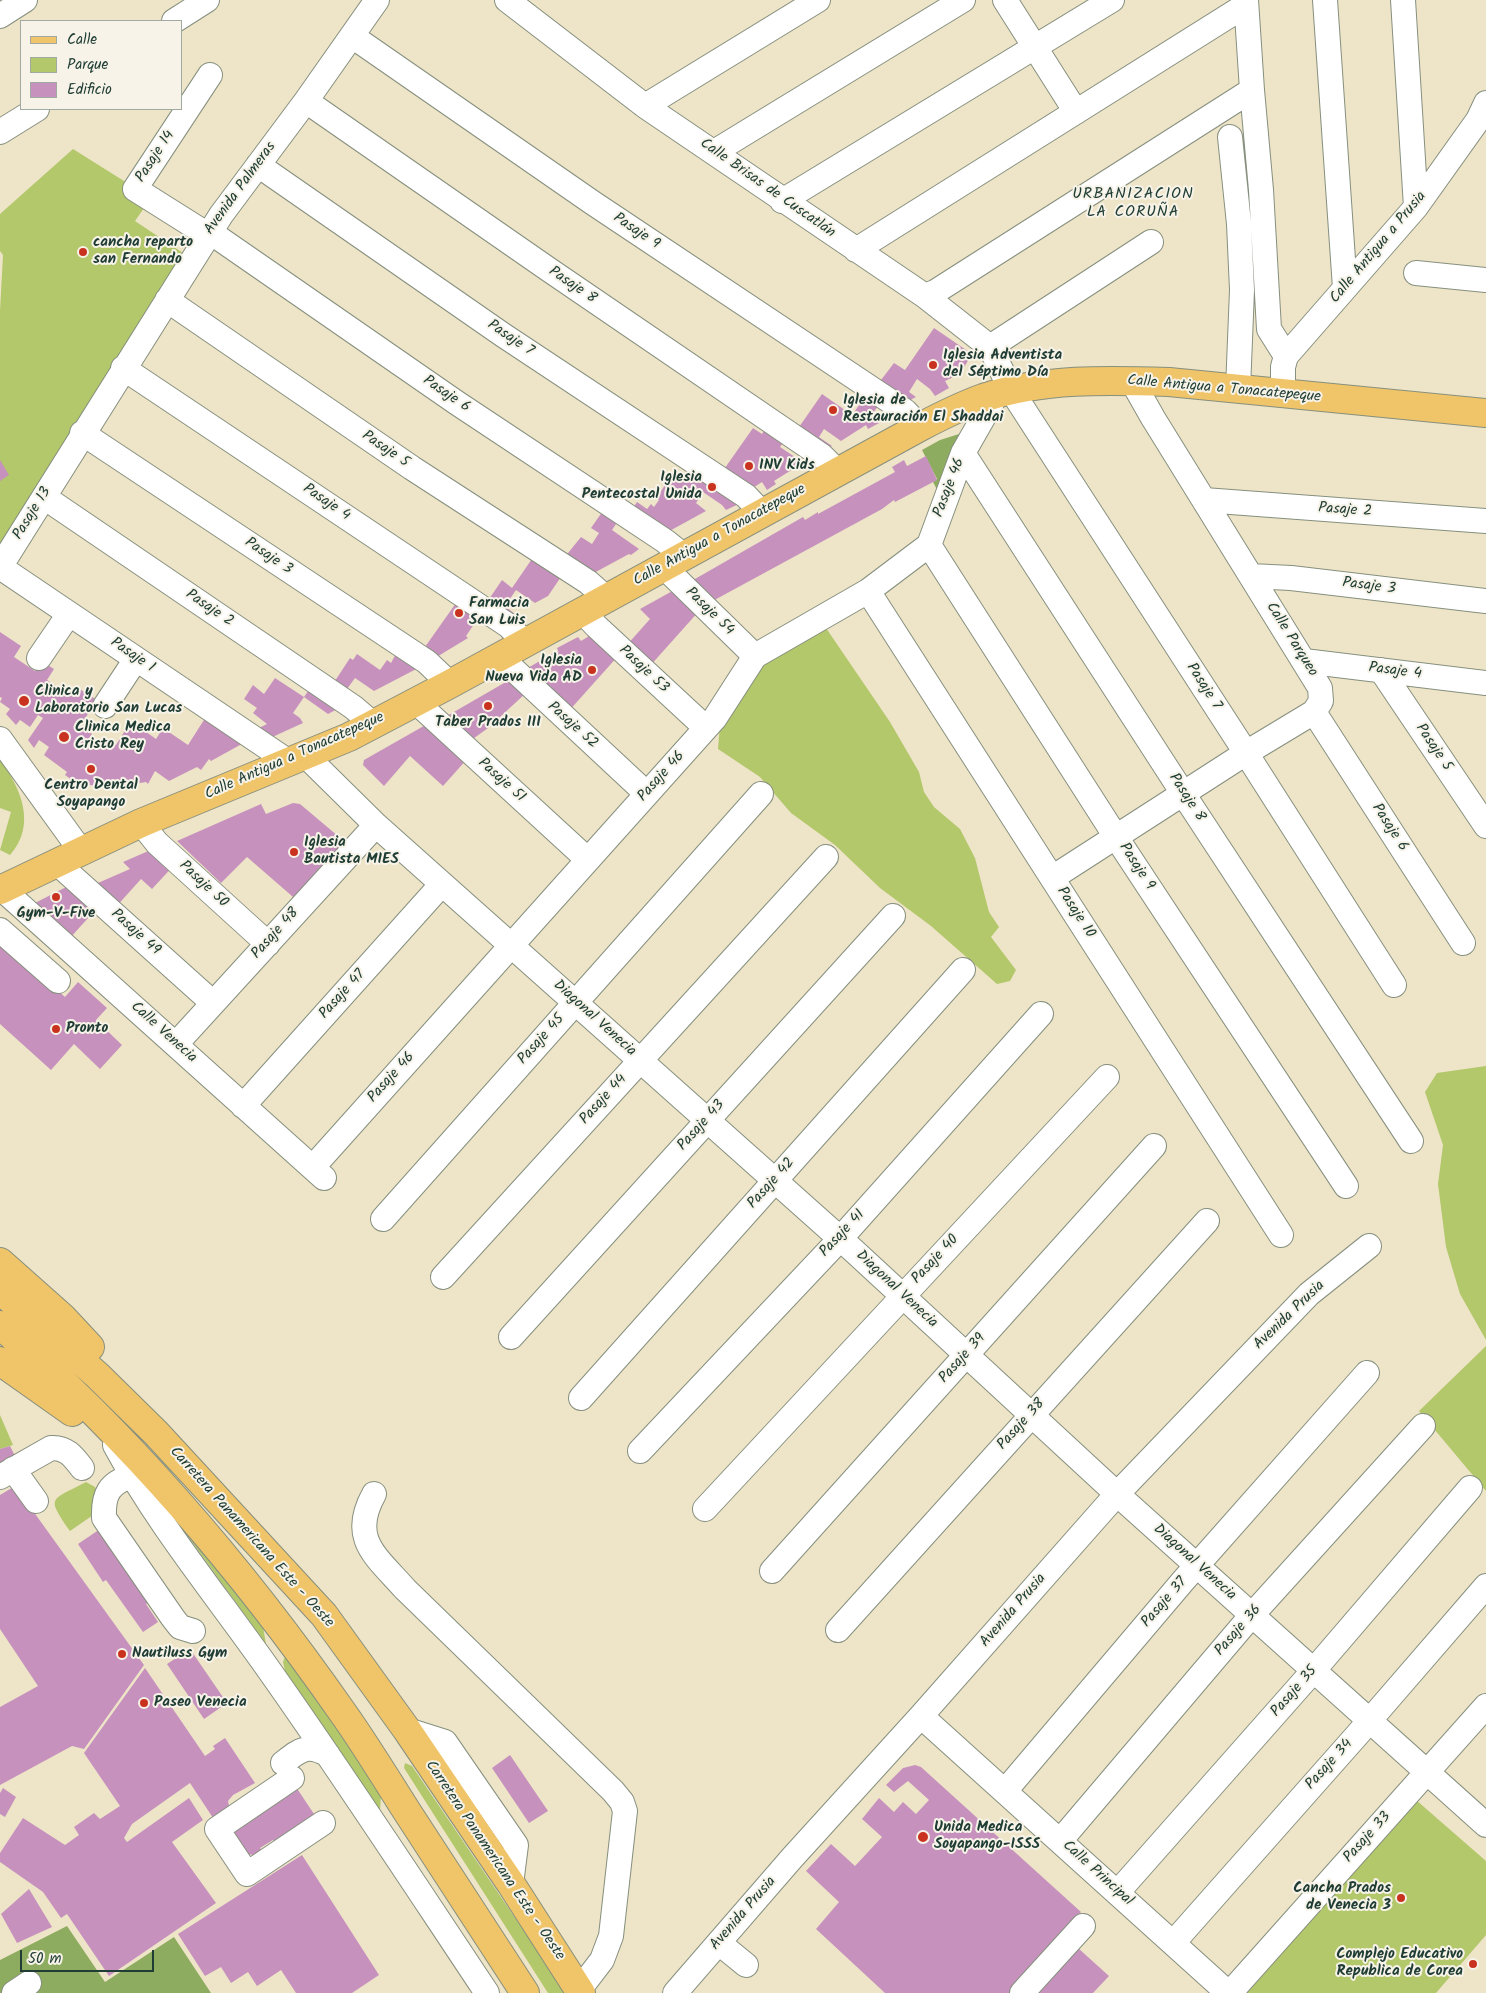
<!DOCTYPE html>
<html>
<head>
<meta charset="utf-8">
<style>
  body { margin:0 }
  #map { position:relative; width:1486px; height:1993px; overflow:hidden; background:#eee4c8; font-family:Kalam,sans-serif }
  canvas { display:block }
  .legend { position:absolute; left:20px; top:20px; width:162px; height:90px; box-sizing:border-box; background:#f7f3e8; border:1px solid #a1aaa0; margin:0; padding:6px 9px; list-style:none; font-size:15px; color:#1f3d34 }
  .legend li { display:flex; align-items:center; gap:10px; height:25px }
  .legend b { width:25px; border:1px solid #a1aaa0 }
  .scale { position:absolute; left:20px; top:1950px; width:134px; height:22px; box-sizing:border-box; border:2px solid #1f3d34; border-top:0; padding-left:6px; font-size:15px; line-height:18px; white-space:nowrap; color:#1f3d34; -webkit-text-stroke:4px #f7f3e8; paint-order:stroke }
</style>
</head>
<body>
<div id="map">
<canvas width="1486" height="1993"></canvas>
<ul class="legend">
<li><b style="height:6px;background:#f0c469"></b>Calle</li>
<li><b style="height:14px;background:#b3c76b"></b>Parque</li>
<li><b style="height:14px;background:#c692bd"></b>Edificio</li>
</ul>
<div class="scale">50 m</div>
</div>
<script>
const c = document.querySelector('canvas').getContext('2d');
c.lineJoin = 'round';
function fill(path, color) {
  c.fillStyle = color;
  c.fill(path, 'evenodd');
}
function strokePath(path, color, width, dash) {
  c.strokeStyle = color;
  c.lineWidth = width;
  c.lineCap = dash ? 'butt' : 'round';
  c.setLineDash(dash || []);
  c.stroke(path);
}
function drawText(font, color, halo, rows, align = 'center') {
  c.font = font + ' Kalam,sans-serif';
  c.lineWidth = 4;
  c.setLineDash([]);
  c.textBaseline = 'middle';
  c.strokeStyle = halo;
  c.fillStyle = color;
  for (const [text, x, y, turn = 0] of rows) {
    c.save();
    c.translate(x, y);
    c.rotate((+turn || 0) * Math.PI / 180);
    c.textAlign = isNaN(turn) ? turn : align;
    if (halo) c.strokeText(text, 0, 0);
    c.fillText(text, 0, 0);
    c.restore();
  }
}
fill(new Path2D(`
  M73,149L151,198L135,221L192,259L0,551V311L3,255L0,251V214Z
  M826,628L890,722L919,772L924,792L934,807L960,829L975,858L989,912L999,927L991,937L1016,970L1010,981L997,984L931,926L880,888L835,845L791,813L760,777L718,749L720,724L749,671Z
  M0,760C21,788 37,825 10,855L0,850L11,812L0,808Z
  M1486,1066V1340L1460,1294L1446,1247L1438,1184L1443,1145L1425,1092L1437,1073Z
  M1486,1346V1491L1419,1411Z
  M0,1415L13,1445L0,1449Z
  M86,1482L95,1487L96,1490L92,1501L99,1511L70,1531C46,1496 50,1501 86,1482Z
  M169,1510L262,1621L266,1644Z
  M287,1651L381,1795L380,1811L285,1671L283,1662Z
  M405,1763L412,1766L566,1993H548L404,1768Z
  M1408,1793L1486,1861V1935L1436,1993H1238Z`), '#b3c76b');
fill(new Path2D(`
  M975,429L943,501L933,482L937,479L922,450L940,440Z
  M67,1926L105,1982L174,1937L211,1993H0V1960Z`), '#8eac5f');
fill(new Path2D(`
  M934,328L972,354L960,374L945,381L949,388L935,396L930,389L917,379L909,392L916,397L901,405L878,384L894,363L905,370Z
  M870,390L883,399L873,413L881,422L868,429L866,425L841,441L824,429L819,437L832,446L825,450L797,430L822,394L852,415Z
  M768,424L787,437L780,447L798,459L801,464L774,481L776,484L767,490L762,482L745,493L720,475L753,428L762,434Z
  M926,456L937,480L895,502L894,500L882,509L709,603L688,583L803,517L805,520L818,512V514L895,472L892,467L904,460L907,466Z
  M0,460L9,475L0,481Z
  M698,466L741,503L726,510L722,505L703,492L696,503L706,511L664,534L631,511L637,502L647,509L651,504L654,507L659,500L650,494L653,490L659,494L674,472L688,482Z
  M607,505L622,515L612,530L639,549L631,555L629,554L592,574L564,558L581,537L592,544L599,533L591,528Z
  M536,553L565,571L548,596L535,603L516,590L505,606L516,615L507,621L487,602L502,580L512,588Z
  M676,589L700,610L649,667L626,646L650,619L640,609Z
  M461,596L483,611L466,636L468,638L430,661L420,654Z
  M0,632L21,646L14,657L35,671L41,661L54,669L47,680L69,695L75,686L97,700L80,726L92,734L87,741L98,748L105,738L116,745L131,721L156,739L163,728L188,745L209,712L249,740L211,761L209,759L201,770L197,767L169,781L155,771L148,784L146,782L117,787L88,785L85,789L65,775L67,772L44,755L49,747L39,740L34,748L28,740L43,718L38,715L30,727L20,720L16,725L6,714L10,709L0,702L2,698L0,697Z
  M594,633L619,655L567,713L526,669L557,651L559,653L557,648L578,637L581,641Z
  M399,648L424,665L374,691L355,678L342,696L331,687L350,658L353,660L357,654L380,670L387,660L391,663Z
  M275,678L304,697L293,713L300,718L303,723L268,739L255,730L267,724L253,713L257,708L244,699L253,685L264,694Z
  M511,679L526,693L488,728L466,744L440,720Z
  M313,684L345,705L328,714L304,697Z
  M429,723L468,758L443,786L410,756L384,786L363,765L364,760Z
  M293,803L300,804L351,847L300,903L247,857L221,883L177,841L261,804L266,814Z
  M160,846L177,862L152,889L141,879L115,908L91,886L130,869L123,862Z
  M72,884L98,907L70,938L33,904Z
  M0,938L65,997L78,982L107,1008L96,1020L122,1045L100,1069L74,1044L51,1070L0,1024Z
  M10,1446L18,1462L0,1472V1449Z
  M15,1486L144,1665L84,1749L72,1746L0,1785V1707L38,1686L0,1629V1495Z
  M106,1525L156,1598L146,1604L158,1622L143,1632L106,1580L103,1582L78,1544Z
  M190,1649L227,1703L204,1719L167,1664Z
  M145,1668L205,1756L215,1749L213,1746L225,1738L255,1783L233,1795L228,1801L230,1811L215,1821L190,1783L132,1824L124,1838L127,1842L189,1798L203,1820L172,1842L216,1903L109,1976L67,1914L61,1918L43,1892L0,1862V1853L23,1818L65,1845L79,1835L74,1827L94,1813L100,1819L120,1806L84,1753Z
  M510,1755L548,1811L529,1823L492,1768Z
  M915,1765L921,1767L1081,1912L1010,1993H885L816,1929L839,1902L806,1871L831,1844L855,1866L882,1837L862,1819L879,1798L894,1812L903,1802L916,1814L929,1800L908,1781L894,1792L886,1785L903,1768Z
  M296,1787L314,1814L308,1819L309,1820L275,1842L273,1840L260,1848L262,1851L253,1857L251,1854L246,1858L229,1832Z
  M3,1788L16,1797L5,1817L0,1814V1793Z
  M302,1855L379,1975L352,1993H296L281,1970L257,1986L248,1972L231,1983L221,1967L205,1976L178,1934Z
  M29,1889L52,1927L17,1943L1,1914Z
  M1078,1948L1109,1976L1093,1993H1037Z`), '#c692bd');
const minor = new Path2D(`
  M507,0L645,106L925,296L990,347L1011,390L1246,753L1394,985
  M1005,0L1076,112
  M1246,0L1252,90L1261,190L1269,329L1286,356
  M1325,0L1345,288
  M1403,0L1416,207
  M0,16L25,0
  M174,21L207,0
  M352,36L593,203L905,411L920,427
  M306,101L548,269L822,456L837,471
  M645,106L818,0
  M0,132L37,109
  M1230,137L1239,224L1242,290L1238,389
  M714,152L963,0
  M258,165L503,335L746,496L762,513
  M782,201L1112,0
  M210,232L457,403L665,541L684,556
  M208,235L135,189L210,75
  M856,250L1246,5
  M1416,273L1486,280
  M925,296L935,292L1252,90
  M167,300L412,468L588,582L605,597
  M990,347L1151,242
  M123,368L509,626L524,642
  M1283,395V367L1286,356L1416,207L1478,120L1486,103
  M82,433L427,662L450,684
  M963,453L1184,795L1411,1141
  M44,497L353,707L373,724
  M1204,500L1486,521
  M929,545L1116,837L1346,1186
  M0,567L221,215L306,101L377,0
  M0,567L289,762
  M664,567L755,656
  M1251,576L1291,578L1486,601
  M868,591L1281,1235
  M582,611L596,626L706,728
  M499,656L647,794
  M39,658L69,614
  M1304,661L1486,683
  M1381,670L1486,826
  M416,702L587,859
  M105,706L136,659
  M1314,712L1463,943
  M0,739L81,851
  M305,755L376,825L854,1251L1117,1494L1486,1825
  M141,823L157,843L268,944
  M57,863L213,1003
  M1052,878L1246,753L1314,712L1321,701L1320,688L1153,418L1132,381
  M2,889L324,1178
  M0,930L58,981
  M176,1044L376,825
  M243,1106L442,884
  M313,1167L715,718L755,656L868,591L929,545L963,453L996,395
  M383,1219L761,794
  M443,1277L826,857
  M511,1337L893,916
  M581,1398L963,970
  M115,1445C158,1525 217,1596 269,1670C344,1776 415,1885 487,1993
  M640,1451L840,1239L1041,1014
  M13,1469L36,1501
  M132,1476C109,1483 103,1494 104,1518L173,1618L180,1627L193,1631
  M0,1477L51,1448C66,1447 73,1456 82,1468
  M374,1494C349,1539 376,1556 405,1589L613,1791L622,1802L625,1811L611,1936L602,1960L579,1990
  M705,1509L1107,1077
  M772,1571L1154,1146
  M838,1630L1207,1221
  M921,1716L1228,1993
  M407,1730L445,1742L516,1845L511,1884
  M283,1763C300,1750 307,1743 328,1755
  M292,1778L217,1829L247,1874L323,1823
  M1005,1791L1183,1581L1367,1373
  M1060,1841L1251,1616L1423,1426
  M1117,1893L1314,1670L1470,1488
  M719,1943L746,1965
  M1173,1943L1358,1734L1486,1586
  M14,1993L29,1983
  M675,1993L792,1858L921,1716L1117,1494L1309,1294L1369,1246
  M1022,1993L1083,1926
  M1230,1993L1486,1706`);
const major = new Path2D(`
  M0,890L141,823L349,737L450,684L920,427C941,416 961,406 983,398C1043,378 1107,380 1169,382L1486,413`);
const highway = new Path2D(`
  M0,1262L63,1318L90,1347
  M0,1290L97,1375L156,1433L324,1615L407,1730L511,1884L581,1993
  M0,1325C131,1438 244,1571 343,1713C365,1744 385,1777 406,1810C446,1871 485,1932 525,1993
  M0,1361L72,1412`);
strokePath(minor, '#86907e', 26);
strokePath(major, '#86907e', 30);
strokePath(highway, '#86907e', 30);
strokePath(minor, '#fff', 24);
strokePath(major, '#f0c469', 28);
strokePath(highway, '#f0c469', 28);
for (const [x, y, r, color] of [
  [83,252,5,"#c8321e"],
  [933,365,5,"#c8321e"],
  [833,410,5,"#c8321e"],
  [749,466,5,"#c8321e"],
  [712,487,5,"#c8321e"],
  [459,613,5,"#c8321e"],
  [592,670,5,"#c8321e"],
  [24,701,6,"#c8321e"],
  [488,706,5,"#c8321e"],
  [64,737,6,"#c8321e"],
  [91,769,5,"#c8321e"],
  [294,852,5,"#c8321e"],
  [56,897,5,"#c8321e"],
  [56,1029,5,"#c8321e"],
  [122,1654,5,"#c8321e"],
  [144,1703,5,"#c8321e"],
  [923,1837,6,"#c8321e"],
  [1401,1898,5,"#c8321e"],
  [1473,1964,5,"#c8321e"]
]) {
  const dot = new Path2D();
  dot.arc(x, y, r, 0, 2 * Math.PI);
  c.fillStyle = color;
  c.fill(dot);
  strokePath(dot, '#f7f3e8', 2);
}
drawText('15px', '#1f3d34', '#f7f3e8', [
  ["Pasaje 14",156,157,-57],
  ["Avenida Palmeras",241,189,-54],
  ["Calle Brisas de Cuscatlán",767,189,35],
  ["Pasaje 9",636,232,34],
  ["Calle Antigua a Prusia",1379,248,-50],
  ["Pasaje 8",572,286,34],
  ["Pasaje 7",510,339,34],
  ["Calle Antigua a Tonacatepeque",1224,390,5],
  ["Pasaje 6",446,395,34],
  ["Pasaje 5",385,450,34],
  ["Pasaje 46",950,488,-69],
  ["Pasaje 4",326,503,34],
  ["Pasaje 2",1345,511,4],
  ["Pasaje 13",33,514,-58],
  ["Calle Antigua a Tonacatepeque",720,536,-29],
  ["Pasaje 3",268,557,34],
  ["Pasaje 3",1369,587,7],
  ["Pasaje 2",209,609,34],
  ["Pasaje 54",709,612,44],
  ["Calle Parqueo",1291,640,58],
  ["Pasaje 1",132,656,34],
  ["Pasaje 53",643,670,43],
  ["Pasaje 4",1395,672,7],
  ["Pasaje 7",1203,687,57],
  ["Pasaje 52",572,726,42],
  ["Pasaje 5",1433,748,56],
  ["Calle Antigua a Tonacatepeque",295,757,-24],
  ["Pasaje 46",662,777,-48],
  ["Pasaje 51",501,781,42],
  ["Pasaje 8",1186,798,57],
  ["Pasaje 6",1389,828,57],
  ["Pasaje 9",1136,867,57],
  ["Pasaje 50",203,885,43],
  ["Pasaje 10",1075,913,57],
  ["Pasaje 49",135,933,42],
  ["Pasaje 48",276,934,-48],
  ["Pasaje 47",343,995,-48],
  ["Diagonal Venecia",594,1019,42],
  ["Calle Venecia",163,1033,42],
  ["Pasaje 45",542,1040,-48],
  ["Pasaje 46",392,1078,-48],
  ["Pasaje 44",604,1100,-48],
  ["Pasaje 43",702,1126,-48],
  ["Pasaje 42",772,1184,-48],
  ["Pasaje 41",843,1234,-47],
  ["Pasaje 40",936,1260,-47],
  ["Diagonal Venecia",896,1290,43],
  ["Avenida Prusia",1290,1316,-44],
  ["Pasaje 39",963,1359,-48],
  ["Pasaje 38",1022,1425,-48],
  ["Carretera Panamericana Este - Oeste",251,1538,48],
  ["Diagonal Venecia",1194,1563,42],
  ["Pasaje 37",1165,1603,-49],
  ["Avenida Prusia",1014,1611,-49],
  ["Pasaje 36",1239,1631,-49],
  ["Pasaje 35",1295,1692,-49],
  ["Pasaje 34",1330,1765,-48],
  ["Pasaje 33",1368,1838,-48],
  ["Carretera Panamericana Este - Oeste",494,1861,56],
  ["Calle Principal",1097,1874,42],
  ["Avenida Prusia",744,1914,-49]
]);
drawText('bold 15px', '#1f3d34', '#f7f3e8', [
  ["cancha reparto",93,243],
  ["san Fernando",93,260],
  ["Iglesia Adventista",943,356],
  ["del Séptimo Día",943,373],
  ["Iglesia de",843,401],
  ["Restauración El Shaddai",843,418],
  ["INV Kids",759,466],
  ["Iglesia",702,478,"right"],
  ["Pentecostal Unida",702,495,"right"],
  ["Farmacia",469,604],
  ["San Luis",469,621],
  ["Iglesia",582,661,"right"],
  ["Nueva Vida AD",582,678,"right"],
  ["Clinica y",35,692],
  ["Laboratorio San Lucas",35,709],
  ["Taber Prados III",488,723,"center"],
  ["Clinica Medica",75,728],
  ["Cristo Rey",75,745],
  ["Centro Dental",91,786,"center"],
  ["Soyapango",91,803,"center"],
  ["Iglesia",304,843],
  ["Bautista MIES",304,860],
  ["Gym-V-Five",56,914,"center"],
  ["Pronto",66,1029],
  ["Nautiluss Gym",132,1654],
  ["Paseo Venecia",154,1703],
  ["Unida Medica",934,1828],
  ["Soyapango-ISSS",934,1845],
  ["Cancha Prados",1391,1889,"right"],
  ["de Venecia 3",1391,1906,"right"],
  ["Complejo Educativo",1463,1955,"right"],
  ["Republica de Corea",1463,1972,"right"]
], 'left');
c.letterSpacing = '1px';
drawText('16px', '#1f3d34', '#f7f3e8', [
  ["URBANIZACION",1133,195],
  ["LA CORUÑA",1133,213]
]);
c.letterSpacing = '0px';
</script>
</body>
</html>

++++++++++

**ABOUT THIS EXERCISE:** The copy should run from the first line of the material above through the line with "display:flex; align-items:center; gap:10px;", repeated exactly and without pictures.

**EXERCISE RESPONSE:**
<!DOCTYPE html>
<html>
<head>
<meta charset="utf-8">
<style>
  body { margin:0 }
  #map { position:relative; width:1486px; height:1993px; overflow:hidden; background:#eee4c8; font-family:Kalam,sans-serif }
  canvas { display:block }
  .legend { position:absolute; left:20px; top:20px; width:162px; height:90px; box-sizing:border-box; background:#f7f3e8; border:1px solid #a1aaa0; margin:0; padding:6px 9px; list-style:none; font-size:15px; color:#1f3d34 }
  .legend li { display:flex; align-items:center; gap:10px; height:25px }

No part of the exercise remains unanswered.